__Exercise prompt__:
Starting at the top of the entries below, write out each line up to and including the one containing "--surface:#131616; --page:#202323; --text:#f1f3f6;". Leave the pictures out.

__Input material__:
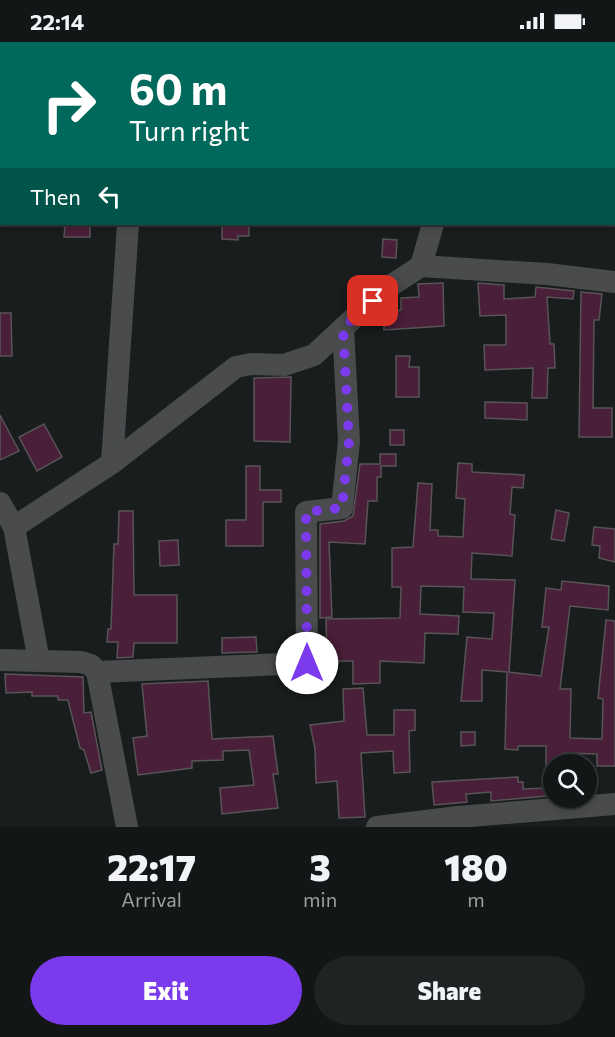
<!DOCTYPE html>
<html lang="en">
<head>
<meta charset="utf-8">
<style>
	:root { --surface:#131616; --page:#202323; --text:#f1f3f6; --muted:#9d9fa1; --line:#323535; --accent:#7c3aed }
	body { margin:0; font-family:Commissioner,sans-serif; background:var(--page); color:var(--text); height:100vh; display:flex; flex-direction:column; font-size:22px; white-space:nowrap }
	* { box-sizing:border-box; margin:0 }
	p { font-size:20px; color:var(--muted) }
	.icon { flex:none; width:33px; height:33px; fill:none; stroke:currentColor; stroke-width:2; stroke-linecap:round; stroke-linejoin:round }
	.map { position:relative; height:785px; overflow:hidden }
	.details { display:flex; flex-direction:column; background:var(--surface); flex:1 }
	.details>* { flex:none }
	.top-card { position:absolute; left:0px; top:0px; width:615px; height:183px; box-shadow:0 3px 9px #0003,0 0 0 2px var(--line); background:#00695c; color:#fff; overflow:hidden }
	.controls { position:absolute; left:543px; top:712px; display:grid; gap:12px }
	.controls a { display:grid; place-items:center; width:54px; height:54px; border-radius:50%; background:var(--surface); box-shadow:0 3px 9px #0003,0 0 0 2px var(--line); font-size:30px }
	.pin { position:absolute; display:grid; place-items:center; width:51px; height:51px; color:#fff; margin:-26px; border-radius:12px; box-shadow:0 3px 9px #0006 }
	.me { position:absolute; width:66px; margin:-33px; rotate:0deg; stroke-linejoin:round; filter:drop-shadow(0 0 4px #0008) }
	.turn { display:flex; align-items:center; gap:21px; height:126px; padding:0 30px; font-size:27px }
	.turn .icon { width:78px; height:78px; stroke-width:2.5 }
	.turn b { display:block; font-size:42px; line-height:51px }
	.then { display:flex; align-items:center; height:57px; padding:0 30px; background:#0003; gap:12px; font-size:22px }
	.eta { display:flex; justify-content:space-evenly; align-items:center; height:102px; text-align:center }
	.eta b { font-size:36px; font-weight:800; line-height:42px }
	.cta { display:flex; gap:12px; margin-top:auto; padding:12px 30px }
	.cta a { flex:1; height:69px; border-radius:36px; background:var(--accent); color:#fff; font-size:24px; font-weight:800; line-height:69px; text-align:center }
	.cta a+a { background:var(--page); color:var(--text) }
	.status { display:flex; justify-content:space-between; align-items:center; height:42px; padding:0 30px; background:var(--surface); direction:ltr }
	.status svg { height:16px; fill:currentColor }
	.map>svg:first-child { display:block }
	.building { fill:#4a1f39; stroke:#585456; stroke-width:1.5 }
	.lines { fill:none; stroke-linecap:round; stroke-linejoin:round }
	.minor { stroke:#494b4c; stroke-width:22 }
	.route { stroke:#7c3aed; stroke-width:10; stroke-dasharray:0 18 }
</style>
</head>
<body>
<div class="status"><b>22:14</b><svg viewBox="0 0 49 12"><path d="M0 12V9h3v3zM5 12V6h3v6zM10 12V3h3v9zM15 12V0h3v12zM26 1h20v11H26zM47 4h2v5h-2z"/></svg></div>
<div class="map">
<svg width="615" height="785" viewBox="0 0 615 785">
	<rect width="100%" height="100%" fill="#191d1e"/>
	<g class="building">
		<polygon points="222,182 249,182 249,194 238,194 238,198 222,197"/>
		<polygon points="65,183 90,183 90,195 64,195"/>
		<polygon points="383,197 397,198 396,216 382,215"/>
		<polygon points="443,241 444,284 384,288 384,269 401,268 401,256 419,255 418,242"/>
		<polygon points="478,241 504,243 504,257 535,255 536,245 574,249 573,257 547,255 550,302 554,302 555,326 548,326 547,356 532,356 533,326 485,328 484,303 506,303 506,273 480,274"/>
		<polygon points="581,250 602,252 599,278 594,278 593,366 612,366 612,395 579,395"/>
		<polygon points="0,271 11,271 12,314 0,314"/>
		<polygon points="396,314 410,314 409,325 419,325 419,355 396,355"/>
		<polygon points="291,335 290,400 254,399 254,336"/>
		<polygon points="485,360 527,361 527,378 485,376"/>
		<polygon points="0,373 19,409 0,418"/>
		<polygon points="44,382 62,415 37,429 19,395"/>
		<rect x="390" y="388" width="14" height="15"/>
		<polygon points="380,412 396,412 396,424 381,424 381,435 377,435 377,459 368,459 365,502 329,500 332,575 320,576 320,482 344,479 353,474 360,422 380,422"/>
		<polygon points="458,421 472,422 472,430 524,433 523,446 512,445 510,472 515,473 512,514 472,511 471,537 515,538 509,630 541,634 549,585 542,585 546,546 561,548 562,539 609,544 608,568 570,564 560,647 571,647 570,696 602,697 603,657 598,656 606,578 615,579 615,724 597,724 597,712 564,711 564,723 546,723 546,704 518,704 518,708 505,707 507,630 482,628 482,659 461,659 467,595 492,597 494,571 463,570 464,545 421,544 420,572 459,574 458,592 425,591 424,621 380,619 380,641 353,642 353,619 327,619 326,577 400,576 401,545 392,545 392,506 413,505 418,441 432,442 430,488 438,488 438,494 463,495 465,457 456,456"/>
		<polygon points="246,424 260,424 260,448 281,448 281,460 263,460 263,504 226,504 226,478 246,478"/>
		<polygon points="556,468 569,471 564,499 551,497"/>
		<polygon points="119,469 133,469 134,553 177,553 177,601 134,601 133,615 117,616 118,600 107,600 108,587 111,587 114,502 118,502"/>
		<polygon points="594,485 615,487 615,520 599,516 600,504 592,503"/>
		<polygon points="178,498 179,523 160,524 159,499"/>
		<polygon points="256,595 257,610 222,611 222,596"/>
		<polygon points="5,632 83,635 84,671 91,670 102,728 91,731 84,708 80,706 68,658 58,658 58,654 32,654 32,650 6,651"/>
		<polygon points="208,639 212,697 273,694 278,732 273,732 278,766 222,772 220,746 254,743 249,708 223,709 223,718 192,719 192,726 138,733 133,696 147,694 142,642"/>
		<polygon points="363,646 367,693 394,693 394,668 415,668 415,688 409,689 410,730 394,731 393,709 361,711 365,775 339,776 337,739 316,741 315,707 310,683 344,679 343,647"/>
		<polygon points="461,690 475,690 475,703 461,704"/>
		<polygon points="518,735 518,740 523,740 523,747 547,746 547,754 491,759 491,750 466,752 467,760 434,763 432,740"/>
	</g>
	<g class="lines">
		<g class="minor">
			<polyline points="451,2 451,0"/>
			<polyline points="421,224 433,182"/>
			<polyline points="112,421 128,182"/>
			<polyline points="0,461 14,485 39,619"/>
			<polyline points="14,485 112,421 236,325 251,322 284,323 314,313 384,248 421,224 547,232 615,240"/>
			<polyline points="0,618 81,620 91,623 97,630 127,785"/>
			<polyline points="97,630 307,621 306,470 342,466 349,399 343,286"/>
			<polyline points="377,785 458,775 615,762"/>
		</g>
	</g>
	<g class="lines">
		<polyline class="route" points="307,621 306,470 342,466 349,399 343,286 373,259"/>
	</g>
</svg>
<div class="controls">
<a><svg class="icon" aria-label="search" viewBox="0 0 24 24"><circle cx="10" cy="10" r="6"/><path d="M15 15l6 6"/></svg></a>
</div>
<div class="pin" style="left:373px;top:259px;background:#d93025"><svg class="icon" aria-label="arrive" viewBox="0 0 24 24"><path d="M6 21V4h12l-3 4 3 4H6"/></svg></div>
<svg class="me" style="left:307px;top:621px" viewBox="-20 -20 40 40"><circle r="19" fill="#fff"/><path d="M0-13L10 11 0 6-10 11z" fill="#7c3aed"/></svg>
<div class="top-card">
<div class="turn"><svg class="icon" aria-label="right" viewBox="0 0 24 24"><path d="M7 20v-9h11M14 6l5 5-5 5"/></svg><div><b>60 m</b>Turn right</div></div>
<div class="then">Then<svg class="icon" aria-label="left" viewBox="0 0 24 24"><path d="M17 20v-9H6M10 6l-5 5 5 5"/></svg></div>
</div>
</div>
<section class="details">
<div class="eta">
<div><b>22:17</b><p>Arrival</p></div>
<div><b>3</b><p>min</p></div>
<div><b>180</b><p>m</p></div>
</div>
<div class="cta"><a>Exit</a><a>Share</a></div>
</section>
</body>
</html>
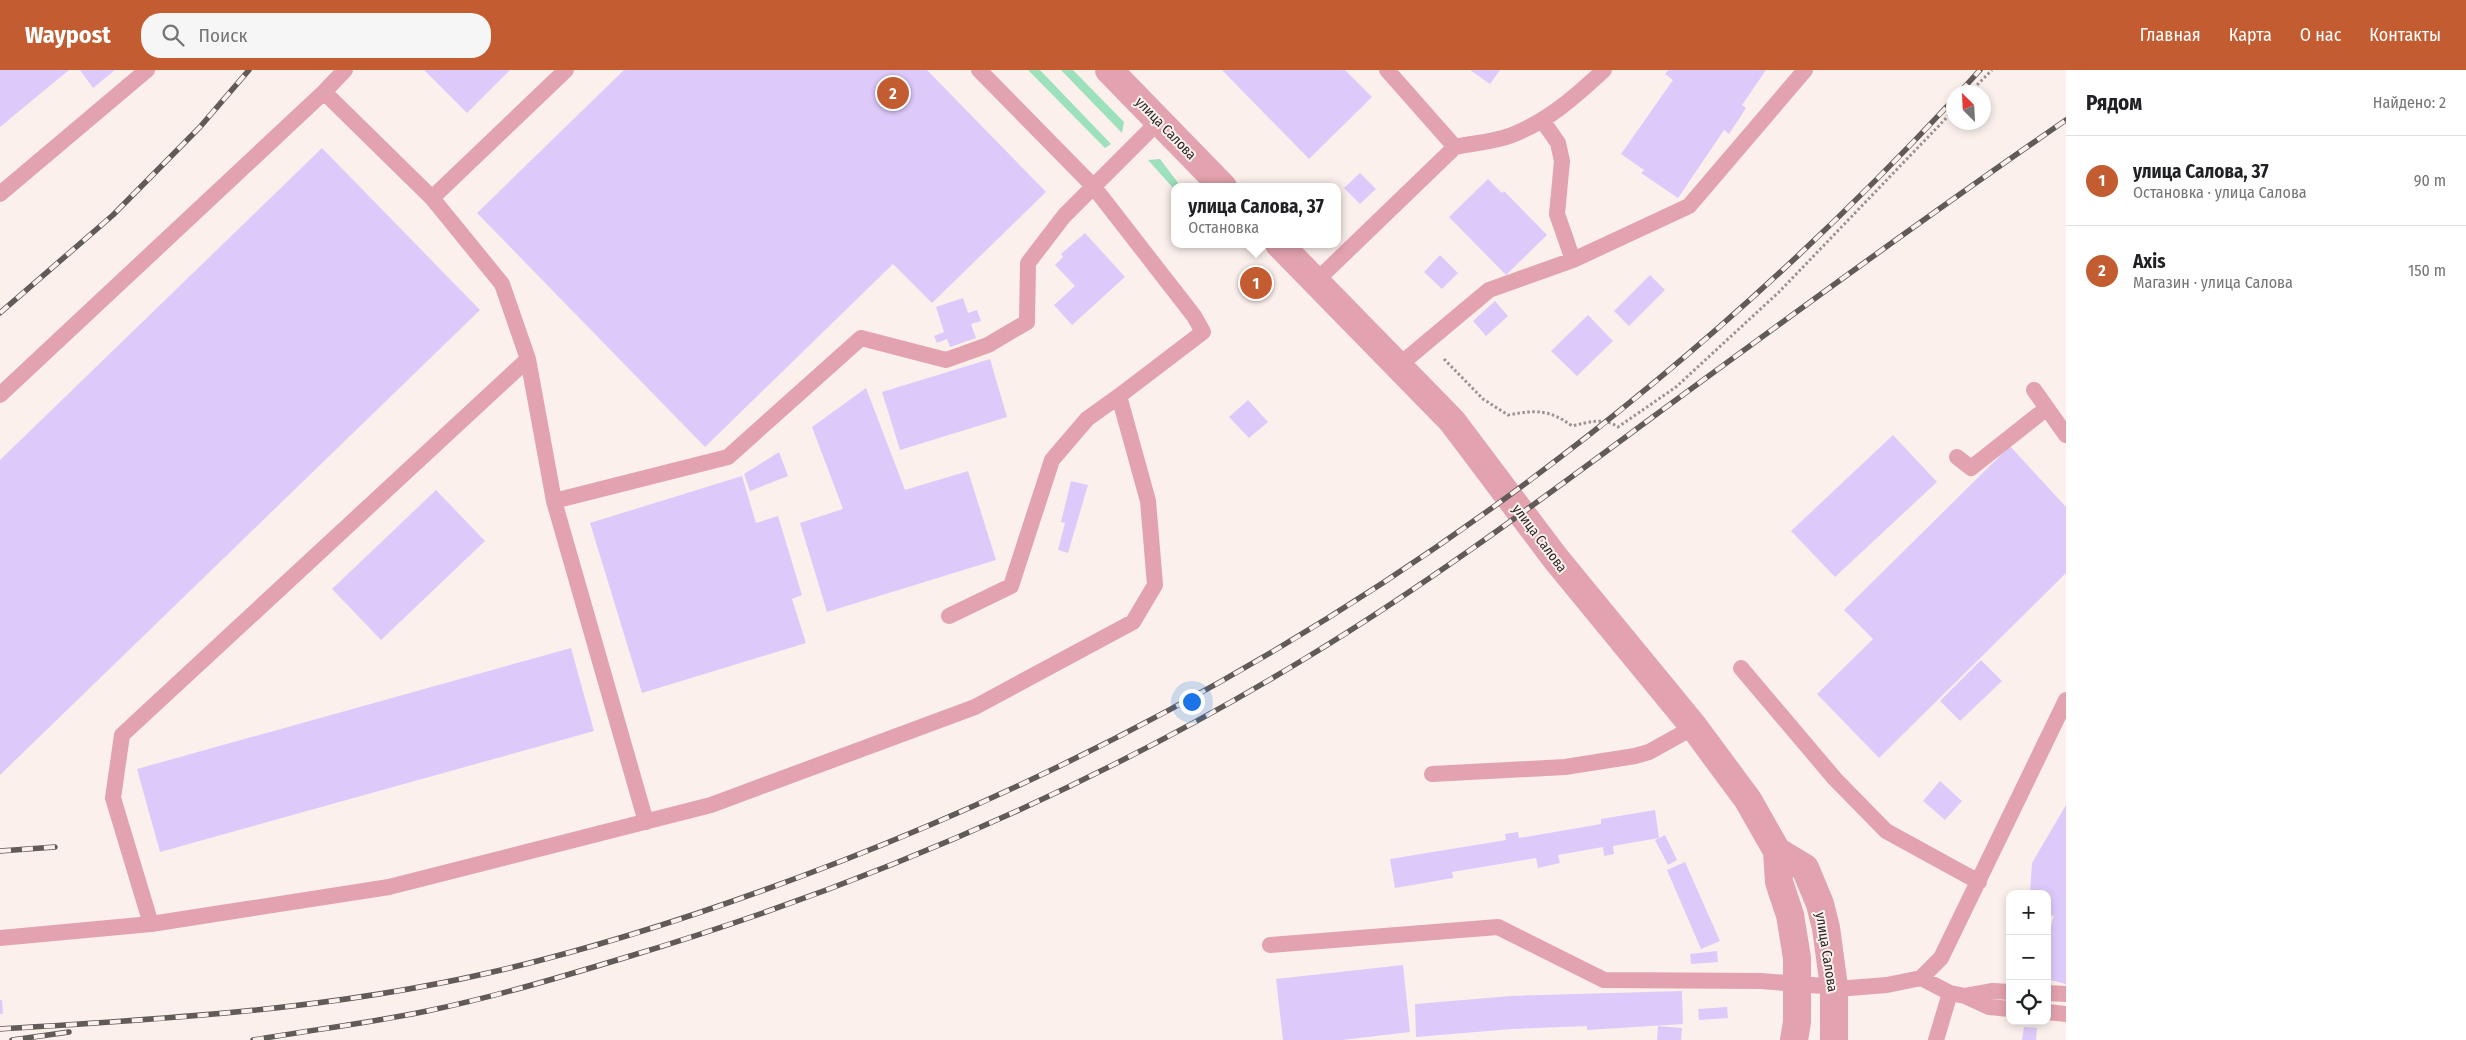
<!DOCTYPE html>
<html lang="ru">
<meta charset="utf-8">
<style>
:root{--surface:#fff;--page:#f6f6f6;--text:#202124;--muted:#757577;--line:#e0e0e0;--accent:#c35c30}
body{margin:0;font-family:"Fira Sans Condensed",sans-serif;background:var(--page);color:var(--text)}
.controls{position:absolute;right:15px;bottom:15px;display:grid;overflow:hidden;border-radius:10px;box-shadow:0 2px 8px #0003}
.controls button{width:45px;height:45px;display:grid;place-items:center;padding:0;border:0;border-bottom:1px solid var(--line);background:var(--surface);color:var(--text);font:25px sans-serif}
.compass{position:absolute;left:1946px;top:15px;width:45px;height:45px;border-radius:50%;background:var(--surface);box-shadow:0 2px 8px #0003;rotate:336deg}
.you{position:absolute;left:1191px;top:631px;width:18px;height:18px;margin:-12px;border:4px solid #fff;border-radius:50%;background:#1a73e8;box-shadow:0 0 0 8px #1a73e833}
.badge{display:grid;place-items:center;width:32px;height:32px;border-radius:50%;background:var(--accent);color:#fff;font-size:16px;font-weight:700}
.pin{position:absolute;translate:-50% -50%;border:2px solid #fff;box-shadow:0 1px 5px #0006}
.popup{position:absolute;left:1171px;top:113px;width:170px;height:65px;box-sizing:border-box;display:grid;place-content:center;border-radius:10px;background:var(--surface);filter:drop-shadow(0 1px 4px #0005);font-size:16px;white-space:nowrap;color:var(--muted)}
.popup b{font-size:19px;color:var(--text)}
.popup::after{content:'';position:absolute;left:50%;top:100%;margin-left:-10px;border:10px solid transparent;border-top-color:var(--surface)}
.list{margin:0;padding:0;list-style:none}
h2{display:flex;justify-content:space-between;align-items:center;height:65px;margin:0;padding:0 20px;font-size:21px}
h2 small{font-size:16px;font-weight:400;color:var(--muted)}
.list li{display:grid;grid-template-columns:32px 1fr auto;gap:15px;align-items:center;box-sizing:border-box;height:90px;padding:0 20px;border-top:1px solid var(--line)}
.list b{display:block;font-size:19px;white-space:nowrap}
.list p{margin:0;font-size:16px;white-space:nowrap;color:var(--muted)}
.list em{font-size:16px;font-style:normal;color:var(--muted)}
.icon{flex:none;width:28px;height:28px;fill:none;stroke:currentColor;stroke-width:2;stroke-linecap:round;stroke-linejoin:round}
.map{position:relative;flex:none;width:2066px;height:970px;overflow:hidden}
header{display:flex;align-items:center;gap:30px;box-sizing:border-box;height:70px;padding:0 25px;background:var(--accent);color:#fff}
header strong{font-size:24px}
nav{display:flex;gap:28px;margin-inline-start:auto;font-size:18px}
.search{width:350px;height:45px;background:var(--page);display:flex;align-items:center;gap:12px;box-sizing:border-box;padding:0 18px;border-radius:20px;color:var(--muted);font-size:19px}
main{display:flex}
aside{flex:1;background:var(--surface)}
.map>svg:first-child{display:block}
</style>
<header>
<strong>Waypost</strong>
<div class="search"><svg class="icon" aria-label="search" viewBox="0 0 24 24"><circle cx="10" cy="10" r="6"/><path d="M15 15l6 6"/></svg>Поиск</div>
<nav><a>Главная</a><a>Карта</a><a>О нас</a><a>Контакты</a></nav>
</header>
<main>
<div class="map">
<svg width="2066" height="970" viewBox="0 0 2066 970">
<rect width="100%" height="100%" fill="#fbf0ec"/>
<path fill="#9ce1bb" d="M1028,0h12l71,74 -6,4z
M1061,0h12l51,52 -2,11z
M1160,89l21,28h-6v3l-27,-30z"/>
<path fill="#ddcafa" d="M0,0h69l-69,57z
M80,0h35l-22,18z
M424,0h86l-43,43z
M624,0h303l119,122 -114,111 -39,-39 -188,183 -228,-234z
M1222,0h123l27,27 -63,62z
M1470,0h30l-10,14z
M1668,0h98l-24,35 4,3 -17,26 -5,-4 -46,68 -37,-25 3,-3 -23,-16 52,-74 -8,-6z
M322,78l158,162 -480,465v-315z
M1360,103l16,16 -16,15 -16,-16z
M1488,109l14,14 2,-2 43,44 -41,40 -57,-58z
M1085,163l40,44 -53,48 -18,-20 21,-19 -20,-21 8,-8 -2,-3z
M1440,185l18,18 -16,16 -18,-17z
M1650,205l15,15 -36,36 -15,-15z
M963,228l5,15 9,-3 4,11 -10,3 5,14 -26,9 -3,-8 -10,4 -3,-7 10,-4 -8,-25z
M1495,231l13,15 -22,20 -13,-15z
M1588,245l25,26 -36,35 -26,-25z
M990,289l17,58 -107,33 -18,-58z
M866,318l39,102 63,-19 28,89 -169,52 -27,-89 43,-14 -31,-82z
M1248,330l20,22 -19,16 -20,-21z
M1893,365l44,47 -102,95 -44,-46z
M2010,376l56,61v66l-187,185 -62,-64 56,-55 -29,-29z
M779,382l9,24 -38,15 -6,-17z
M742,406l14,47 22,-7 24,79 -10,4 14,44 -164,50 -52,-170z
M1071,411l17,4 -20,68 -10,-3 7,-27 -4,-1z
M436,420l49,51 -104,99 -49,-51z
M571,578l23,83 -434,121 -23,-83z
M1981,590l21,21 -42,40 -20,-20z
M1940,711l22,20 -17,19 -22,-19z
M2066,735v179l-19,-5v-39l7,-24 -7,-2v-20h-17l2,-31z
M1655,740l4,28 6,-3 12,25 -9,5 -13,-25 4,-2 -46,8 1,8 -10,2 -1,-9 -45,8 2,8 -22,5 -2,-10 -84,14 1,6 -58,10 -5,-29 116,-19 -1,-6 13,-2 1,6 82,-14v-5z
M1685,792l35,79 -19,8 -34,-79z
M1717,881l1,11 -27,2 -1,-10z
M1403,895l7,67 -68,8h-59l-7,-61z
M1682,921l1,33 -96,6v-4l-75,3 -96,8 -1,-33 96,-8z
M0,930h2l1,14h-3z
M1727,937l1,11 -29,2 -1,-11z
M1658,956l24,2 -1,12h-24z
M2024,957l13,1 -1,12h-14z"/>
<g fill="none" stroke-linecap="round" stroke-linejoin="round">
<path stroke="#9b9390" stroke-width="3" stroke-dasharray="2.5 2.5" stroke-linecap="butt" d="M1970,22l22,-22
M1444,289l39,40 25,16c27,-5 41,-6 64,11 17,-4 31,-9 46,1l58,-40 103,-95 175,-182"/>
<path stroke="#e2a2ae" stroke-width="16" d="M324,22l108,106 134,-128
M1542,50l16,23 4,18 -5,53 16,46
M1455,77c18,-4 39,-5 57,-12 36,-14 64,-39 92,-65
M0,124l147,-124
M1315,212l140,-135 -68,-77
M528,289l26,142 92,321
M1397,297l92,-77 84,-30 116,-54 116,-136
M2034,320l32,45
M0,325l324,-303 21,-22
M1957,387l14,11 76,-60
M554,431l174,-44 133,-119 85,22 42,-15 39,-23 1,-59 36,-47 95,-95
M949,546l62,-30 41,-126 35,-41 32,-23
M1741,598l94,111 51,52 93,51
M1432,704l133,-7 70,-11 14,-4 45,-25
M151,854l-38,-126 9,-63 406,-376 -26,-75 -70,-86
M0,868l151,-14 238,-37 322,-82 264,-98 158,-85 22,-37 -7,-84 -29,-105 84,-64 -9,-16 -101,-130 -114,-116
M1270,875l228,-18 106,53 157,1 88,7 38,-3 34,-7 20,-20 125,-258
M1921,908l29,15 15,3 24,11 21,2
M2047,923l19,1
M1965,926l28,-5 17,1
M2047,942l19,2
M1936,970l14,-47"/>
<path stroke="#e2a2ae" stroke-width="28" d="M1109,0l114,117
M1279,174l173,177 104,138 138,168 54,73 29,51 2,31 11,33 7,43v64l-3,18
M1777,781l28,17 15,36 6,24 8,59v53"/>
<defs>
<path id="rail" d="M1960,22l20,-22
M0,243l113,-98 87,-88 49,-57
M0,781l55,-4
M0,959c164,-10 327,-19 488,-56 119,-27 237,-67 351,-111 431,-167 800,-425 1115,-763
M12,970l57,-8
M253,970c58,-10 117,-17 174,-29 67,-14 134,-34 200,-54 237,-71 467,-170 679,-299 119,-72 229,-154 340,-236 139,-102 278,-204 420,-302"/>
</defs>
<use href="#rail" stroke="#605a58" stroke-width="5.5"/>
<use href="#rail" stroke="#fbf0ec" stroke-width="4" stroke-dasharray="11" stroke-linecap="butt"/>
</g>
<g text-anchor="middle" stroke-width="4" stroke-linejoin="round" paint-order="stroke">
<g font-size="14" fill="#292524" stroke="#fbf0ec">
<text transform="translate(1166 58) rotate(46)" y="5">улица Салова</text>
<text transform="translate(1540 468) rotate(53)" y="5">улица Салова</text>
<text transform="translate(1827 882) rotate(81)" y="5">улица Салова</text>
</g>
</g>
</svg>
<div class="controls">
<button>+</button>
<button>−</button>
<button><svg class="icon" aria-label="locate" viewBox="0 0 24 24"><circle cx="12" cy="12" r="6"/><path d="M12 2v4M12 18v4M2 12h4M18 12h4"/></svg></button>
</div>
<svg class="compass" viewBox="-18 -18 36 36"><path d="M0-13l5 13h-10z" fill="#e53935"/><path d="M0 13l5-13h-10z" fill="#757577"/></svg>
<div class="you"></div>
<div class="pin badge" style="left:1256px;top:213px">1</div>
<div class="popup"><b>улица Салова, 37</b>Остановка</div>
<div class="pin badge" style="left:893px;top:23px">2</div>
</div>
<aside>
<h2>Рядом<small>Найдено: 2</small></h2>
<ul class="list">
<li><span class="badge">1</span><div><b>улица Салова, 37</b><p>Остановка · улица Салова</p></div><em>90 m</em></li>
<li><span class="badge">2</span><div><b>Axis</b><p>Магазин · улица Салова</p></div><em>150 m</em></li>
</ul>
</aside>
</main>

__Written solution__:
<!DOCTYPE html>
<html lang="en">
<head>
<meta charset="utf-8">
<style>
	:root { --surface:#131616; --page:#202323; --text:#f1f3f6; --muted:#9d9fa1; --line:#323535; --accent:#7c3aed }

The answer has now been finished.